Friday, 14 September 2007

A diary of a citizen reporter.

When you are too busy and have too many problems at the same time you’ve got stuck! The rising prices are not only for cooking oil or other food but to the price of the toll road as well! While the amount of income is not yet fixed, but the amount of cost for children education is rising up you can have an eternal headache as a housewife!

At the same time a lot of issues are taking my interest but I could not really find the time to write them down. This post is going to highlight some issues that I cared about. It’s kind of a piece of my diary as a citizen reporter.

My post on global warming was not taken as an objective matter by the editorial of OMNI, but I did put a lot of effort to write it down, so I just post it in my blog. Surprisingly some comments came to the post. Not an expert myself, I was only voicing how I feel as a person living in the equator. It is really hot in the equator! There are things that I thought should be taken into a global action. To enrich my knowledge I was actually intended to come to the evening lecture of the Indonesian Heritage Society when Neil Franklin doing his presentation on “Tigers, Communities, and Carbon: Sustainable Solutions for Indonesian Forestry”. But the situation was not on my favor. Being single is always easier for woman and having a family had changed my whole life but it is a responsibility I’ve chosen and need to always be adjusted to.

My article in wikimu.com that grumbling about the toll road’s increasing price has also something about the government’s policy towards using gas as the replacement of kerosene. While I am already a gas consumer (as long as I remember my parents’ house used only gas stove), and I am also campaigning toward a better environment to prevent the global warming, I do not agree with this policy of making kerosene disappear from public. Using a picture I recently took in a place almost two hours drive from Jakarta where the house owner use the wood as it was in the old days (things that I’ve just seen in the National Museum of Korea) I’d like to show that this sudden policy in the tight pressure of economy will not effective. They’ll end up having more people cutting wood for cooking! It is just like the light bulb campaign. If the energy saver light bulb is too expensive people will not change their tendency as there is also the economic pressure to use the cheaper one. Or if we do not have a stable input of electricity why would we bother to think about a more expensive light bulb?

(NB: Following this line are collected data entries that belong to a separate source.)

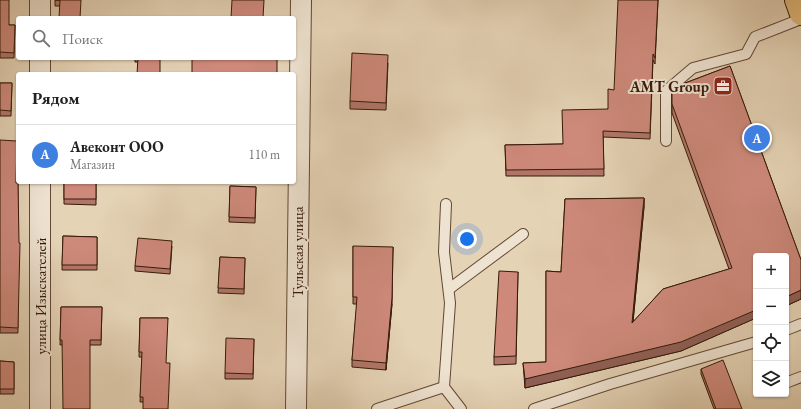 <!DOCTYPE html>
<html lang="ru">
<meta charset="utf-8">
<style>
body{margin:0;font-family:"EB Garamond",serif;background:#f6f6f6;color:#222}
.controls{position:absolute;right:12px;bottom:12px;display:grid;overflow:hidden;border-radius:4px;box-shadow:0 1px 3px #0004}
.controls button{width:36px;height:36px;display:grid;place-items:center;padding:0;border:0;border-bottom:1px solid #e0e0e0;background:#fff;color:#222;font:20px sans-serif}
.you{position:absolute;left:467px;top:239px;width:14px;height:14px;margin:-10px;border:3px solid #fff;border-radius:50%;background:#1a73e8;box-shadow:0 0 0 6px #1a73e833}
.badge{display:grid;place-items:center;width:26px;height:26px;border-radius:50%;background:#8f2418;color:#fff;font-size:13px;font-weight:700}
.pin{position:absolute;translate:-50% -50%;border:2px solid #fff;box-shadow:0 1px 4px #0006}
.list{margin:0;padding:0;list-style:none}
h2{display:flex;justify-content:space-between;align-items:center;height:52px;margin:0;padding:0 16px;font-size:17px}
h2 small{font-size:13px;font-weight:400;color:#767676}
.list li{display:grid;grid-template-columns:26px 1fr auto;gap:12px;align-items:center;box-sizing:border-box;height:60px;padding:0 16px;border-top:1px solid #e0e0e0}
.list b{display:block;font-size:15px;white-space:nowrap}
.list p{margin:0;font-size:13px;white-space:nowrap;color:#767676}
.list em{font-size:13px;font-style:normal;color:#767676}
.icon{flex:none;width:22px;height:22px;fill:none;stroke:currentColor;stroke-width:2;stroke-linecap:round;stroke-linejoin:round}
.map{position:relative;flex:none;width:801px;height:409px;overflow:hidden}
.search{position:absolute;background:#fff;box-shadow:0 1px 3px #0004;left:16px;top:16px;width:280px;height:44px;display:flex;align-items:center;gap:10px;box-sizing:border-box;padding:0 14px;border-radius:4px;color:#767676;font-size:15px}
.panel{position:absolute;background:#fff;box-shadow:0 1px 3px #0004;left:16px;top:72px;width:280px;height:112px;border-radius:4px}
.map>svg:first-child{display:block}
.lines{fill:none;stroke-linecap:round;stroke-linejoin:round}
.lane-casing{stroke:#624834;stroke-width:12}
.street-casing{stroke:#624834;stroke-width:22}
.primary-casing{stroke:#361908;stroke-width:24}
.lane{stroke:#eee2d0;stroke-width:10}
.street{stroke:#eee2d0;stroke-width:20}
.primary{stroke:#e2ba7b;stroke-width:22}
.wall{fill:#b1766a;stroke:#361908}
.shaded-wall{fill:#906056;stroke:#361908}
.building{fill:#ce897b;stroke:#361908}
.labels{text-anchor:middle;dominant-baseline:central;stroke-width:4;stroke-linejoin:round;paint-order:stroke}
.poi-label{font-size:15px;font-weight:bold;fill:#361908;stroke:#eee2d0;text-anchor:end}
.street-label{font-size:15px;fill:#361908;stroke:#eee2d0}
</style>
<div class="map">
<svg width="801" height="409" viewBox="0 0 801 409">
<rect width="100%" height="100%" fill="#e5d3b6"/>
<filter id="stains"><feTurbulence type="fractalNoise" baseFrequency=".005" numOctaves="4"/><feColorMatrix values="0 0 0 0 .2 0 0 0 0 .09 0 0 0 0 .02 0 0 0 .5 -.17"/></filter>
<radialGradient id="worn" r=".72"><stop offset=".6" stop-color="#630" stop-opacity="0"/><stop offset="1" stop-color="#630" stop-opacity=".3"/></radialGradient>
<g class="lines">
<g class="lane-casing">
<g id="lane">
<path d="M666,141V91L693,68L746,54L755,37L801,19"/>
<path d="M446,204L444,252L450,303L444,387L461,409"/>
<path d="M449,289L523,234"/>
<path d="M786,330L801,324"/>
<path d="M786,380L788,382L801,377"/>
<path d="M377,409L444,387"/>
<path d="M534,409L610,384L756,342"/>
</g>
</g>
<g class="street-casing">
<g id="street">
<path d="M40,0V18"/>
<path d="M40,58V74"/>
<path d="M40,182V409"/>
<path d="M296,409L301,0"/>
</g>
</g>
<g class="primary-casing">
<path id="primary" d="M796,0L801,14"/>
</g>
<use href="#lane" class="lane"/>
<use href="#street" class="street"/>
<use href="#primary" class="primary"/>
</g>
<g class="wall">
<path d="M0,0L9,25H15L14,58H0Z"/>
<path d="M55,0H81L60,6H55Z"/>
<path d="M658,0L655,64L653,60L650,139L603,137L604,176H506L505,145L563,144L608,109L614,90Z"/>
<path d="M135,58H161L138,62H135Z"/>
<path d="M388,63L386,110L350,109V101Z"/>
<path d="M730,66L801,260V299L786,306V256H756V318L681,351L525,388L523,363L546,362V271L561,272L565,199L644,198V207L633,322L663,289L729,269L672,113V88Z"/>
<path d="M0,83H12L11,116H0Z"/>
<path d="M0,140L16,183H18V333H0Z"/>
<path d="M64,182H96V205L64,204Z"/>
<path d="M230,186L256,187L255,223L229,222Z"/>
<path d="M63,236L97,237V270H62Z"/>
<path d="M172,246L170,274L135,271V266Z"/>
<path d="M353,246L392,304L386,370L352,367V360L357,304H353Z"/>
<path d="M220,257L245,258L244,294L218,293Z"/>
<path d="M518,272L516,364L494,365V357Z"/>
<path d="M61,307H102L101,345H60Z"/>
<path d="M140,318H168L143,402H140L142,357H139Z"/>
<path d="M254,339L253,379H225V373Z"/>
<path d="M0,361L14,362V394H0Z"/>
<path d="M701,369L742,409H714L701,374Z"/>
</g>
<g class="shaded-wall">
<path d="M644,198V207L632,332V323Z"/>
<path d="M393,247L392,304L386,370V363Z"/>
<path d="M801,290V299L786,306V297Z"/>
<path d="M756,310V318L681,351L525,388V379Z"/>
</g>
<g class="building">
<path d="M0,0H9V25H15L14,53L0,52Z"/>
<path d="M55,0H81L80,18H59L60,0Z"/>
<path d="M232,0H264L263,18H231Z"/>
<path d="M618,0H658L655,58L653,54L650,133L603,131L604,169L506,170L505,145L563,144L562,110L608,109V89L614,90Z"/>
<path d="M352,53L388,55L386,103L350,101Z"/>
<path d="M138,58H160V74H137Z"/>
<rect x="192" y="58" width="85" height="16"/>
<path d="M730,66L801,260V290L786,297V256H756V310L681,342L525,379L523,363L546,362V271L561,272L565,199L644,198L632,323L663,289L732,268L672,104V88Z"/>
<path d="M0,83H12L11,111L0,110Z"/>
<path d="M0,140L17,141L16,183H18L19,243H20L18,328L0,327Z"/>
<rect x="64" y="182" width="32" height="17"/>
<path d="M230,186L256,187L255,218L229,217Z"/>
<path d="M63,236L97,237V265H62Z"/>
<path d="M138,238L172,241L170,269L135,266Z"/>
<path d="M353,246L393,247L392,298L386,363L352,360L357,297H353Z"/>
<path d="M220,257L245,258L244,289L218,288Z"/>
<path d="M499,271L518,272L516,356L494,357Z"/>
<path d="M61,307H102L101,340H90V409H63L62,340H60Z"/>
<path d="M140,318H168L166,363H170L168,409H143V397H140L142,352H139Z"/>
<path d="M226,338L254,339L253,374L225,373Z"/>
<path d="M723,360L742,409H716L701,369Z"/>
<path d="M0,361L14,362V389H0Z"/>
</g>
<defs>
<g id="office-square" transform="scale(1)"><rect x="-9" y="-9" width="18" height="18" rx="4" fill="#8f2418" stroke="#eee2d0"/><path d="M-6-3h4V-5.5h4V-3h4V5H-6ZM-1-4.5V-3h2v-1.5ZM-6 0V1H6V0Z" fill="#fff"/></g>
</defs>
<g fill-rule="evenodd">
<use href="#office-square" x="723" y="86"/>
</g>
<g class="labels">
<g class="poi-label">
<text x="709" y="86">АМТ Group</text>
</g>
<g class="street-label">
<text transform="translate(297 252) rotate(-90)">Тульская улица</text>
<text transform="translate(40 296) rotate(-90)">улица Изыскателей</text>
</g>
</g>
<rect width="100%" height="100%" filter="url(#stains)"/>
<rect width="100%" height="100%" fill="url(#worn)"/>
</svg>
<div class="controls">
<button>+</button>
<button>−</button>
<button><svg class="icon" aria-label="locate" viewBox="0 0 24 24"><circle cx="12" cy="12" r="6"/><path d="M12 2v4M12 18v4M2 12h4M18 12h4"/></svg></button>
<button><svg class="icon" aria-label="layers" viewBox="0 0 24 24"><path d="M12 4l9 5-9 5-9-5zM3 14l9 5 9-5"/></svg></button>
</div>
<div class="you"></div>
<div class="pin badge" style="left:757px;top:138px;background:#3f7fe0">A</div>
<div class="search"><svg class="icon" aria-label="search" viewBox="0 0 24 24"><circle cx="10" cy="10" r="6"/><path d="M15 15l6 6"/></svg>Поиск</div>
<section class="panel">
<h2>Рядом<small></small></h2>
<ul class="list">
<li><span class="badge" style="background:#3f7fe0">A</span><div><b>Авеконт ООО</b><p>Магазин</p></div><em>110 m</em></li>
</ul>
</section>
</div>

Being in the middle level is really something as I could easily look to the higher level of consumption or to look down to the marginalized people to gain more objective opinions. But being idealistic is something difficult to live with. A comment in my article about education is also a question that haunted me before I wrote my blog (it made me feel that writing a blog is different with writing my diary), “Commenting are easy but how to solve the problem?” Yes, it is a question that I’ll never be able to answer eve if I got enough money to finance charity. The problem will always be there, especially when we are working on our own. It would be solved if we are working hand in hand, the government and the citizen, and then intergovernmental…that’s the way out! I’ve chosen to forget about scholarship before as it would tied me to an institution, and I did not want to be tied up (I am a great fan of Chairil Anwar’s poem “Aku”). That question then mirrored in another question before publishing my thoughts in the internet “will this help to solve the problem?” I do want to have readers think about the subject and try to do something. Inspire people to give a helping hand, to be comforted. I knew that in financial term my contribution is nothing, while being only a housewife I’ll never have enough time to really serve the community as (for example) an NGO member. But I do believe that this is at least the thing I could do from my house without neglecting my own children. Serving the community sometimes took time. It gave the pleasure in giving service but in the other hand I swap it with the time for my children.

Other than the objectivity favoring for public I should also learn about the legal consequences of my writing. It is an open public reading. It is not a diary of my own consumption. While I do have the tendencies to make comments on political affairs, I also learn how to limit myself. I saw how an article could be read by readers in another perspective and received as something different than the real interest of the writer. The case of Time magazine with our former President Soeharto is also something that is really important. The freedom of the press is at the stake. If the press or the mainstream media, which should be prepared with the legal consequences failed in winning the case, how would be a citizen prevent herself from falling into the blunder? Who will back a citizen reporter? While we are not gaining more than our idealism when producing our stories, we should really be aware of the legal consequences. There is really a need to improve the citizen knowledge about human rights and fairness in order to establish a better citizen journalism websites (not only “professional journalists” as citizen…but the real citizen as journalist).